Author: Rappuoli, Rino; Bottomley, Matthew J.; D’Oro, Ugo; Finco, Oretta; De Gregorio, Ennio
Title: Reverse vaccinology 2.0: Human immunology instructs vaccine antigen design Document date: 2016_4_4
ID: uyoerxvu_22
Snippet: Yet another important area where human immunology is informing the design of novel immunogens is in the search for broadly protective vaccine antigens to protect against influenza (flu), a persistent global public health threat (Lambert and Fauci, 2010) . Traditional flu vaccines made using HA and neuraminidase antigens purified from egggrown influenza virus are efficacious when the vaccine antigens are genotypically matched against the circulati.....

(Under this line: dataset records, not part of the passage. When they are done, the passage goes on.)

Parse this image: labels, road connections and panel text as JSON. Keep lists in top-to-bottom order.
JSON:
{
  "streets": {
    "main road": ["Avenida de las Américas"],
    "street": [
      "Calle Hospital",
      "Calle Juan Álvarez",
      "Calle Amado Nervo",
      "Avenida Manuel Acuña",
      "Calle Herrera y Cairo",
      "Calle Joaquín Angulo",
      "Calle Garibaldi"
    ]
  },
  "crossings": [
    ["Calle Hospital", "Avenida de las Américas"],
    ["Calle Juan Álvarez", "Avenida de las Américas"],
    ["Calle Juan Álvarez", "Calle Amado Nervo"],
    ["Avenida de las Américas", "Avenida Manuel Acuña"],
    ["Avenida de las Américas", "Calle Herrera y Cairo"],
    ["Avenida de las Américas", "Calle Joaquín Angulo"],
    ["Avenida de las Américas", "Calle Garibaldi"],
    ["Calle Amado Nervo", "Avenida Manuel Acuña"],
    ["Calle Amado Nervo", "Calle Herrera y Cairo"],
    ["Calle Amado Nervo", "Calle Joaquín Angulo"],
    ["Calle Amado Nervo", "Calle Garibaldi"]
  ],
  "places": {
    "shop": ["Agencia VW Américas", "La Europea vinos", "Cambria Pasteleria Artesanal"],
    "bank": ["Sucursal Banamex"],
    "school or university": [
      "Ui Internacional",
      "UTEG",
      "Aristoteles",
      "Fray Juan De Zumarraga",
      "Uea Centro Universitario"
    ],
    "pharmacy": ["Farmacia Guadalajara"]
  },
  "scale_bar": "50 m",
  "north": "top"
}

Document: Yet another important area where human immunology is informing the design of novel immunogens is in the search for broadly protective vaccine antigens to protect against influenza (flu), a persistent global public health threat (Lambert and Fauci, 2010) . Traditional flu vaccines made using HA and neuraminidase antigens purified from egggrown influenza virus are efficacious when the vaccine antigens are genotypically matched against the circulating strains and subtypes. However, the frequent occurrence of genetic variation via antigenic drift and reassortment implies that such flu vaccines need to be revised annually to elicit protective responses. Indeed, the bulk of the immune response triggered either by the vaccine or by natural infection is against the head of HA, which is highly diverse between distinct strains, and therefore, only minimal cross-protection from one strain to another is typically achieved. Consequently, flu vaccine efficiency can be highly variable depending on how much the HA of the circulating flu strains matches the HA in the vaccine strains. Moreover, all presently available seasonal flu vaccines are probably unable to prevent infection with a new emerging strain of highly pathogenic flu virus to which the human population has not been previously exposed, such as the H5N1 or H7N9 strains. Because the latter circulates among avian populations, there is the risk that zoonosis to humans may trigger a deadly pandemic infection. Therefore, an important goal is the development of a potent and universally protective flu vaccine to generate high titers of bNAbs against influenza virus. Such a vaccine should ideally induce an immune response against one or more conserved epitopes in the viral proteins to prevent infection or disease from all or nearly all possible circulating strains of the flu virus. The HA stem region is indeed highly conserved among different strains and subtypes of influenza virus, but this region is poorly immunogenic when in the full-length HA protein contained in conventional vaccines. Therefore, conventional flu vaccines are not able to elicit a powerful anti-stem HA Ab response.